[libre-riscv-dev] [isa-dev] Re: SV / RVV, marking a register as VL.

Mon Sep 2 09:52:02 BST 2019

On Monday, September 2, 2019 at 3:32:01 AM UTC+1, Jacob Lifshay wrote:

> What about taking the vector/scalar propagation idea and just apply it 
> to normal instructions (outside of VBLOCK): 
>

i like it.  so let's do a comparison of the resource utilisation of each, 
and how it would work.

the premise of the VBLOCK-Prefix idea: up to 2 SVPrefixes apply to the 
first (and second) instruction.  the prefixes do not specify the register 
*numbers* (unlike SVOrig), they specify "src1 is a scalar/vector" and the 
actual register number is picked up from the [first] instruction.

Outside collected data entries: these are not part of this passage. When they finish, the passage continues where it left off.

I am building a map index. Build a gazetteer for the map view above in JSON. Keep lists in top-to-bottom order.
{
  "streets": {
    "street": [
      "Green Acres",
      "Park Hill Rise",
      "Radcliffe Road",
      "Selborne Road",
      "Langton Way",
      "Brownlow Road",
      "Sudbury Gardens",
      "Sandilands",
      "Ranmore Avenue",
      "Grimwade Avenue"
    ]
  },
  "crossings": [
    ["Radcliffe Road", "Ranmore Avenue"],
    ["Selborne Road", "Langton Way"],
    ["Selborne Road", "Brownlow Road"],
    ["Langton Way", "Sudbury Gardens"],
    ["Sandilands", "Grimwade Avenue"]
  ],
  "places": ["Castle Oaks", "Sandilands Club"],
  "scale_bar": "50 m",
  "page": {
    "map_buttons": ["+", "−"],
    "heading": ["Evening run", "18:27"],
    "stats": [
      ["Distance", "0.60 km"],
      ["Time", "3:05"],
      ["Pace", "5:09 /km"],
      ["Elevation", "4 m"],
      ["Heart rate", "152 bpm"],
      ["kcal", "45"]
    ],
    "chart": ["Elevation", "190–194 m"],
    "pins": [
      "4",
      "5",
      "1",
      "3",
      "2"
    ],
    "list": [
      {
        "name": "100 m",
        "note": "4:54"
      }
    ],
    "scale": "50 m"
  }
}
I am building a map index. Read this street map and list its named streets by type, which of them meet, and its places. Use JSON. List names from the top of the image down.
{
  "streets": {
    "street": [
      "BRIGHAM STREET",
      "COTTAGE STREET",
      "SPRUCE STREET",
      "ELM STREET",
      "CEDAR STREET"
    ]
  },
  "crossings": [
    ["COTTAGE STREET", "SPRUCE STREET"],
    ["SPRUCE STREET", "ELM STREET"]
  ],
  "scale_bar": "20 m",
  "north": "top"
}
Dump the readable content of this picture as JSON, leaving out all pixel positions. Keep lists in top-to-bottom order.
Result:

reminder: the cascade basically says that any register number which is 
"marked" as vectorised from the first [and second] instruction, those 
register numbers *remain* marked as vectorised and, in subsequent 
instructions, if the same register number is further used (as a src) it 
*remains marked as a vector*.  furthermore, the result register from the 
subsequent instructions *also get marked as vectorised* and so on.  hence a 
"cascade".

The Mill Architecture also implements this concept, so it is not a new 
idea.  The Mill however starts from LDs.  only "LD" instructions actually 
specify the "type" and bit-width of the operand!  all arithmetic operations 
are subsequently polymorphic (there is no ADD.W, there is only ADD.  there 
is no FADD, there is only ADD), and consequently the instruction encoding 
is extremely compact.  it's very cool.

as branches [except back to the start] and function calls are prohibited 
within the VBLOCK, there are guarantees that the order in which the 
compiler can calculate which registers will cascade through is completely 
static.

if the same idea was applied *outside* of a VBLOCK, there would be no such 
guarantee.  hmm, so that would need to be thought through.

there would be a 128-bit CSR (64-bit on RVE) with a 4-bit field for 
> each register field encoding [1], tentatively named SVMODES. It is 
> allocated to normal CSRs in the same manner as the time CSR -- by 
> splitting into XLEN-sized chunks. 
>

oh hang on - 128/4 is 32, are you suggesting a table-entry *per register*? 
the way that VBLOCK-SVPrefix works is that the register numbers are taken 
from the following instructions, and cascade onwards.  which saves a huge 
amount of CSR space.

i would be extremely surprised if more than 4 possibly 8 sets of prefixing 
was needed, given the cascading.  marking the *entire* set of registers in 
advance, there is no need for the cascade (at all).

reading further below i am guessing you're probably not.  this would reduce 
the required size of the CSR signiificantly.

let's assume a max of 4 regs: rd, rs1, rs2, rs3.  that would be 4x4=16 
bits.  let's assume say... 4 sets of those (up to 4 instructions in 
sequence may be "marked").  that's 64 bits.  if you wanted to cover up to 8 
instructions, yes that would be 128 biits.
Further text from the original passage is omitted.